Christine Präckel, die den gleichen Kurs 2022 besuchte, gibt in ihrem Kursbericht eine sehr anschauliche Beschreibung der behandelten Phänomene, auf die ich im Einzelnen daher nicht genauer eingehe.

„Identifying Barriers“ bedeutete nicht, Diagnosen stellen zu lernen. Es ging darum, einen differenzierteren Blick auf Lernprobleme und auf sich daraus ergebende soziale und psychische Probleme unserer SchülerInnen oder KlientInnen zu gewinnen. Wichtig ist dabei zu berücksichtigen, welch großes Spektrum an Ausprägung es bei den einzelnen Lernproblemen gibt und dass sie auch in Kombinationen auftreten können. Daher bekamen wir immer wieder Gelegenheit zu reflektieren, welche Anzeichen wir in unserer beruflichen Praxis bereits beobachten konnten und trugen Erfahrungen zusammen, welche Hilfestellungen sich jeweils bewährt haben.

 

Besonders spannend und oft lustig war es, in praktischen Übungen unsere eigenen Grenzen auszutesten und wir erfuhren, wie in alten Kinderspielen oft grundlegende Fähigkeiten geübt werden.

So waren wir alle nicht mehr auch nur ansatzweise in der Lage, unsere eigenen Namen zu schreiben, wenn wir gleichzeitig das linke Bein über das rechte geschlagen hatten und mit dem Unterschenkel einen Kreis beschreiben sollten! Auch die Weitergabe einer Münze mit einem Finger von Nachbar zu Nachbar erwies sich als schwieriger als gedacht!

Wichtig finde ich zwei Aspekte, die uns Jacqui besonders ans Herz legte:

Zum einen, dass es eine Frage echter Chancengleichheit ist, im Unterricht mögliche Lernbarrieren unserer Schüler in Betracht zu ziehen und durch ein vielfältiges methodisches Angebot und praktische Tipps Lernen zu erleichtern oder gar erst zu ermöglichen: Bei Dyslexie ein Lineal beim Lesen zu Hilfe zu nehmen oder bei Dyskalkulie die Finger oder einen Taschenrechner beim Rechnen, sollte in gleicher Weise akzeptiert sein, wie das Benutzen einer Brille bei Fehlsichtigkeit.

Der andere Aspekt betrifft ebenfalls eine positive Sicht auf die von Lernbarrieren betroffenen Menschen: Auch wenn oft eine Krankheitsdiagnose nötig ist, etwa um Notenschutz zu bekommen,

sollte der Fokus auf den Potenzialen liegen: Jacqui regte an, „Neurodiversität“ als wirkliche Chance zu sehen und wertzuschätzen. Sie wies auf Erfahrungen hin, dass Arbeitsgruppen die bewusst Menschen mit neuronalen Handicaps integrierten, besonders innovativ sein können und fragte, welche Gehirne wohl die Probleme der Zukunft der Menschheit lösen werden.

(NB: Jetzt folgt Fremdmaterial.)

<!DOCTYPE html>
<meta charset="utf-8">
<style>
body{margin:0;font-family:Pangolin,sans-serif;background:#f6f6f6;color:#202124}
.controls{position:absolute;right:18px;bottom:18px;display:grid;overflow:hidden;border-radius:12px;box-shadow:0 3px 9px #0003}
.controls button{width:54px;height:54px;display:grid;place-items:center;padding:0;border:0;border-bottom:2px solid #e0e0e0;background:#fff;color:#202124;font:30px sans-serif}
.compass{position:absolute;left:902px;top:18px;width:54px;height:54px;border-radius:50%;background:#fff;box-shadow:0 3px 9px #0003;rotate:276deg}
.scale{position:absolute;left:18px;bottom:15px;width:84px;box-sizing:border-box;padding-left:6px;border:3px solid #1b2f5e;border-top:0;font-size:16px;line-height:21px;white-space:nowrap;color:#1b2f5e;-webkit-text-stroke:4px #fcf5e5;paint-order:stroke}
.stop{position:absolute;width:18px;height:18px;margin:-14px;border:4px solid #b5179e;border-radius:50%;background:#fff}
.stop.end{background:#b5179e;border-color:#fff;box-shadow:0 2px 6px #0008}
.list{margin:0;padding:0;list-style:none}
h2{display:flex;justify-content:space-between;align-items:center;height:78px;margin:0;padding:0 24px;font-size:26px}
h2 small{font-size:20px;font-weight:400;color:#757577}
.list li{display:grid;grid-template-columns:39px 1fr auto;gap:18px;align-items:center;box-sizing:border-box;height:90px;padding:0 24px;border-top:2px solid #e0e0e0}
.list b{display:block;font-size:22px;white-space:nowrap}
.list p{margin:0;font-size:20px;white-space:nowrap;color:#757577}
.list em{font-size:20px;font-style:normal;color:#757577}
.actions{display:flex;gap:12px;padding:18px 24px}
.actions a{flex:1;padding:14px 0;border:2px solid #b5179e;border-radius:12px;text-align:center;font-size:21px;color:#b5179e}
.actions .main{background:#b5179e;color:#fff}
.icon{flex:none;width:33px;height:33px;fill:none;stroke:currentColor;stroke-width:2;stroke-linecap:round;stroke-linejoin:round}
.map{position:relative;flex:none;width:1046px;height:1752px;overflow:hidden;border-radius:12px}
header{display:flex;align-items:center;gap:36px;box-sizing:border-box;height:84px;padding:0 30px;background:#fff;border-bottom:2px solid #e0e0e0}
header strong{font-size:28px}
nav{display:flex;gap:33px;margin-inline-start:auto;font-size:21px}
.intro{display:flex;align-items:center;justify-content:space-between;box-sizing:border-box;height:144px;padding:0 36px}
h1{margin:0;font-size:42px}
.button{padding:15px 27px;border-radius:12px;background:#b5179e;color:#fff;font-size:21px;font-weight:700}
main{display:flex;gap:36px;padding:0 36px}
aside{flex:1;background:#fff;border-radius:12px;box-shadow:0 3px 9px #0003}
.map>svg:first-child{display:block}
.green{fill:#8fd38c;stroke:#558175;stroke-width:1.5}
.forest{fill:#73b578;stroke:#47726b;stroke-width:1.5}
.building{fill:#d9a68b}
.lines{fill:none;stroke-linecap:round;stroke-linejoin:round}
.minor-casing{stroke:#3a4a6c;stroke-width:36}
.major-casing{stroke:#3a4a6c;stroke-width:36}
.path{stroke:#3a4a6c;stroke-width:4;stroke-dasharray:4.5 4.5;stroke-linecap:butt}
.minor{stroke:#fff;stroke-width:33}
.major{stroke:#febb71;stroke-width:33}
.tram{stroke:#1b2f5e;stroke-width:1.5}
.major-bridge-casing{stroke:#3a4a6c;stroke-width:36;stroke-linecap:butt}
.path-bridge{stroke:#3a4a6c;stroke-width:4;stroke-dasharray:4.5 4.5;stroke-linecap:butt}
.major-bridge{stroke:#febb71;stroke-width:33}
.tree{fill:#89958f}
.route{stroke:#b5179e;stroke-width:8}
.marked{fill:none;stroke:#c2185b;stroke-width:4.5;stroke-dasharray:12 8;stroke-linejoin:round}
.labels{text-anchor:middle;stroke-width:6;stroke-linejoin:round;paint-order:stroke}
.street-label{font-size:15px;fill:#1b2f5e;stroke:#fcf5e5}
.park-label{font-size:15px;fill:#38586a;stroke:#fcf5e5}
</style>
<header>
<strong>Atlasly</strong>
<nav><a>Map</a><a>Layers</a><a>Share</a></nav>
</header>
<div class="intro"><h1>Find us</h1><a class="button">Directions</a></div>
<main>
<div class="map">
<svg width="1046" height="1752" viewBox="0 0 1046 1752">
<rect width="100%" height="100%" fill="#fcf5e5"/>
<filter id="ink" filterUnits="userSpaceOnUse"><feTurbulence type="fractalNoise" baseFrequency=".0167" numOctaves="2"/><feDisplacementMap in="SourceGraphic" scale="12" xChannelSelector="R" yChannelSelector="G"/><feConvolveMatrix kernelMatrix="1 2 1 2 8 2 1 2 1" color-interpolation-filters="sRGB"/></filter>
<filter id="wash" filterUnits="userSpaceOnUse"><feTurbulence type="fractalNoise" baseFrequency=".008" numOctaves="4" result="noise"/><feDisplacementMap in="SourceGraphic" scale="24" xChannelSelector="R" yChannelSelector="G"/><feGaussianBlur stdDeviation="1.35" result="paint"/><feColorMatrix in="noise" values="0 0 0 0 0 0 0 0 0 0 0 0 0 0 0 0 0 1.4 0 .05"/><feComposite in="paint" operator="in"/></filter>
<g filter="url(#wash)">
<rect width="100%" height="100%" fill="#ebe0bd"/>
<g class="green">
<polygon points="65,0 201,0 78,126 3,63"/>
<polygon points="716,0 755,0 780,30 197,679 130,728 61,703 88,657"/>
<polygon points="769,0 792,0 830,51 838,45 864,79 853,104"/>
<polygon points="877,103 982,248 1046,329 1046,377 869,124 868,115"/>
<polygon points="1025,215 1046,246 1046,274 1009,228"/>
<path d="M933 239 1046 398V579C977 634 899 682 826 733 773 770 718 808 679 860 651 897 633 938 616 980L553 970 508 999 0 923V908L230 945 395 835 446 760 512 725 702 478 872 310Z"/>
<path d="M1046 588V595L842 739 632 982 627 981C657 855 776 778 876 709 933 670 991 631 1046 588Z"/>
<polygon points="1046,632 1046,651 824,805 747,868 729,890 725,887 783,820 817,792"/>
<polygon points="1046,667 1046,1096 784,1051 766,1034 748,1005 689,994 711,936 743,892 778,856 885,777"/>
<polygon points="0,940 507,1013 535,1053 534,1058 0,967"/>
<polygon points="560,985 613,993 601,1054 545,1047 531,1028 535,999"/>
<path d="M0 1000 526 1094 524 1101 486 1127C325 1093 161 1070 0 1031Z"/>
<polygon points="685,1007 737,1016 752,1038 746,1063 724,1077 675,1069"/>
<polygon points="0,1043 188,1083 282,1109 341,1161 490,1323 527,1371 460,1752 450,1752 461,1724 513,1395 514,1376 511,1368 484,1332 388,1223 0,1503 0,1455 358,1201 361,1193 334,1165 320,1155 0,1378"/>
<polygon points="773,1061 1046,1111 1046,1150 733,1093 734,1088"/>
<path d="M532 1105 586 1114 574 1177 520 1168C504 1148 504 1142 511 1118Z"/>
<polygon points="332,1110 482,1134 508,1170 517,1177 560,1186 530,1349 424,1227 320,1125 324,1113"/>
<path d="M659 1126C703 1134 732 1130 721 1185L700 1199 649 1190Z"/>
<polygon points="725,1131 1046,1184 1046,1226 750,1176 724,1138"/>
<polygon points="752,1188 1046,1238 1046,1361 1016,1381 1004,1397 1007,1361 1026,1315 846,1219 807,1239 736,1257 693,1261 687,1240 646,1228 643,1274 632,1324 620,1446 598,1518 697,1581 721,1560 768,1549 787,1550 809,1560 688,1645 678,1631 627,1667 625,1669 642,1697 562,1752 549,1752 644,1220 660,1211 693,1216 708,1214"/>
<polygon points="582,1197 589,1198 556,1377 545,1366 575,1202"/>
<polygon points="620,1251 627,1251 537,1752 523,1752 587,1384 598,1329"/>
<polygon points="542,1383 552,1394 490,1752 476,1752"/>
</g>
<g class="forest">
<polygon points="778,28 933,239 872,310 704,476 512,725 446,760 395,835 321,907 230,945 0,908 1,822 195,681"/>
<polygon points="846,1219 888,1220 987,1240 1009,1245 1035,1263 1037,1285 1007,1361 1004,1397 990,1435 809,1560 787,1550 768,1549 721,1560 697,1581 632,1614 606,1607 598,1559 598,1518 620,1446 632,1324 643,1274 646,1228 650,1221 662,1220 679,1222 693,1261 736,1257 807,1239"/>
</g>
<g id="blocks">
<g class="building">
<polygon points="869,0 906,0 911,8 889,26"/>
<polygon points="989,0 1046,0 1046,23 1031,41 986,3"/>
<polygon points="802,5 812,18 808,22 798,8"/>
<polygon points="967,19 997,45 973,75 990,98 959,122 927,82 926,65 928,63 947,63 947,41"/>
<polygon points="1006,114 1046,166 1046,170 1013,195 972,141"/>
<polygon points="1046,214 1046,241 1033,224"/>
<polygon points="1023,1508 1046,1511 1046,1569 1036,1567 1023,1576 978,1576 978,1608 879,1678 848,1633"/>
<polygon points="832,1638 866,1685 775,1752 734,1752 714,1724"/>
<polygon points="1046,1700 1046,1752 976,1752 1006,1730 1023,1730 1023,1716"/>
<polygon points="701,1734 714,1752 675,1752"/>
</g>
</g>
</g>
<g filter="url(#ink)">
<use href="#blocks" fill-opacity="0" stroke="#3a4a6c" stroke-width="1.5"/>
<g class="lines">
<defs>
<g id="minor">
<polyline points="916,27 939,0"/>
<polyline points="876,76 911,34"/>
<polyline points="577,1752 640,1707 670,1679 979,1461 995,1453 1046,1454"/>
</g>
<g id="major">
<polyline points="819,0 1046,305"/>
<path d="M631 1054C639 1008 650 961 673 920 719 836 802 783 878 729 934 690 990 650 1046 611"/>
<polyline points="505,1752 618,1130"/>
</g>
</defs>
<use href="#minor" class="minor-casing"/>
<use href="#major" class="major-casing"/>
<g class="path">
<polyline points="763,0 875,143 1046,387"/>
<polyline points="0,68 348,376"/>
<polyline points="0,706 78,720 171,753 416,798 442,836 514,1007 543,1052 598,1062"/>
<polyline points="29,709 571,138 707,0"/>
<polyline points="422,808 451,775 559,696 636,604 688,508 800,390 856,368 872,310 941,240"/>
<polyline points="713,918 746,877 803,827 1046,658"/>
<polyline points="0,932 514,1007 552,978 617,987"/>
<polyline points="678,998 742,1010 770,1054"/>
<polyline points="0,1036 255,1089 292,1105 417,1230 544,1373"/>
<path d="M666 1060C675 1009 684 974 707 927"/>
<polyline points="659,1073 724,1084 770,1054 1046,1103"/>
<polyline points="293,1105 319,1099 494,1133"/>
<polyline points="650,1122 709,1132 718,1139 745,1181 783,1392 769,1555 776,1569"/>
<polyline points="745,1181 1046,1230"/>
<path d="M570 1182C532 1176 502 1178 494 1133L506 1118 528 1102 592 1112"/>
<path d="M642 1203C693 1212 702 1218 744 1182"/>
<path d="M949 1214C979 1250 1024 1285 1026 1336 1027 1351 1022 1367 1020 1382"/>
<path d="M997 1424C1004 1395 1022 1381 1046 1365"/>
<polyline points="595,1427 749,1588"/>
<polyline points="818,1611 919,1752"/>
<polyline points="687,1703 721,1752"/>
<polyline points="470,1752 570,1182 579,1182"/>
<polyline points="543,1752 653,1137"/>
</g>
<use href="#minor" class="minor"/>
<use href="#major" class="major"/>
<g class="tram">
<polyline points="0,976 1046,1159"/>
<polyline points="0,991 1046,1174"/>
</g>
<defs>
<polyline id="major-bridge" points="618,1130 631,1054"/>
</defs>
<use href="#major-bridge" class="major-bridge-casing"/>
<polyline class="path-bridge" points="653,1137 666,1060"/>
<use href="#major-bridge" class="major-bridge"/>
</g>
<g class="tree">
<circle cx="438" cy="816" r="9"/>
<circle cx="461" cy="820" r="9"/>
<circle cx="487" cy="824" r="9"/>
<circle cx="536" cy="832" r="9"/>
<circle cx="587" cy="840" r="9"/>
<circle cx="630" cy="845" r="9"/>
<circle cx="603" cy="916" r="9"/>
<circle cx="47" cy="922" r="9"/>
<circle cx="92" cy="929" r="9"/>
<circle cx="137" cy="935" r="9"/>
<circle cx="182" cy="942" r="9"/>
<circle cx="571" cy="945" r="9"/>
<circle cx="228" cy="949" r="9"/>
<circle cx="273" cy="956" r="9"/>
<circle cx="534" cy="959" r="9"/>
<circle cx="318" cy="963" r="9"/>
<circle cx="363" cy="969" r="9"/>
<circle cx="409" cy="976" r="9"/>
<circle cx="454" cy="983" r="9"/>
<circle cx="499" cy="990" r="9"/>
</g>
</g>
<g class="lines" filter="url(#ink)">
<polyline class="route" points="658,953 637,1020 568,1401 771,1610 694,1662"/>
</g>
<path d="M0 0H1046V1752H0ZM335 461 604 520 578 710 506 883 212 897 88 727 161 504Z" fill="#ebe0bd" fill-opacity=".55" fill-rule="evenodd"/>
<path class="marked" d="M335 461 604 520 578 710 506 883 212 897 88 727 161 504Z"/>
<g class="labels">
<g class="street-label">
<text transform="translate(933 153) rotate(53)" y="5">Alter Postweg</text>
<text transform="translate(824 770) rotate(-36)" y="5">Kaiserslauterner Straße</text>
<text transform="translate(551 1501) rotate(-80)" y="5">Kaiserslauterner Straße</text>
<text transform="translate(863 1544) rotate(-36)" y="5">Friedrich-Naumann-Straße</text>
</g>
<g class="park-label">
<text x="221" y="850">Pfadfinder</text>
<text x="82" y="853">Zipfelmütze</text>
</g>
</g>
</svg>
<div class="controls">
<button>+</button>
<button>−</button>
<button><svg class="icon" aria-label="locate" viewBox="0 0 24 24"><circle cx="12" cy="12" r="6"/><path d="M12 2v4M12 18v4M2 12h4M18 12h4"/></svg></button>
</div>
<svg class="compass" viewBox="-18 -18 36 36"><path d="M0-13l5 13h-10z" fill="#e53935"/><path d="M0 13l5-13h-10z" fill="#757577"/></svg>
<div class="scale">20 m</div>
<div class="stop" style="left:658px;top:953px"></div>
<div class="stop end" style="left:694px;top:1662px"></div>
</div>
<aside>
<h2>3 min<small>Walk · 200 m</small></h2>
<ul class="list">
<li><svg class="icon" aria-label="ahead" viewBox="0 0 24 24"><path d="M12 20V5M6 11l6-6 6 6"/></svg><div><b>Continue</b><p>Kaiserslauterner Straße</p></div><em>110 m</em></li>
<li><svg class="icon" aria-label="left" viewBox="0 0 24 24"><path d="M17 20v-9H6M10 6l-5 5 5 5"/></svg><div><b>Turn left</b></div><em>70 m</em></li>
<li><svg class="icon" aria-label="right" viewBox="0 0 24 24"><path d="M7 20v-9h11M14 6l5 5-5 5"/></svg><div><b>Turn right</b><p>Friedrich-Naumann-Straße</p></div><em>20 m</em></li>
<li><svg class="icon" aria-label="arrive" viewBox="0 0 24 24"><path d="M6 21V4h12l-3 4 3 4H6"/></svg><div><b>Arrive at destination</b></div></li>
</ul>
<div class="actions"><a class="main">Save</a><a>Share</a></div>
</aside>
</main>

Zu Fuß zu gehen als Training für Körper und Geist, wurde uns für die Nachmittage besonders ans Herz gelegt! Eine besonders schöne Aufgabe im wunderbaren und hügeligen Barcelona! Ein Wettbewerb, wer die meisten Kilometer läuft, wurde gleich am ersten Tag gestartet.

Mein Defizit, das mir der Besichtigungsstart mit einer Stadtrundfahrt einbrachte, versuchte ich allerdings nicht mehr aufzuholen, insbesondere um nicht kulturelle (Konzert im Palau de la Música Catalana/ ausgiebige Besichtigungen der Häuser Gaudis!) und kulinarische Vorzüge (u.a. Heiße Schokolade!) Barcelonas zu versäumen. Ich blicke dankbar und mit Freude zurück auf eine pädagogisch-fachlich, menschlich und kulturell äußerst bereichernde und inspirierende Zeit.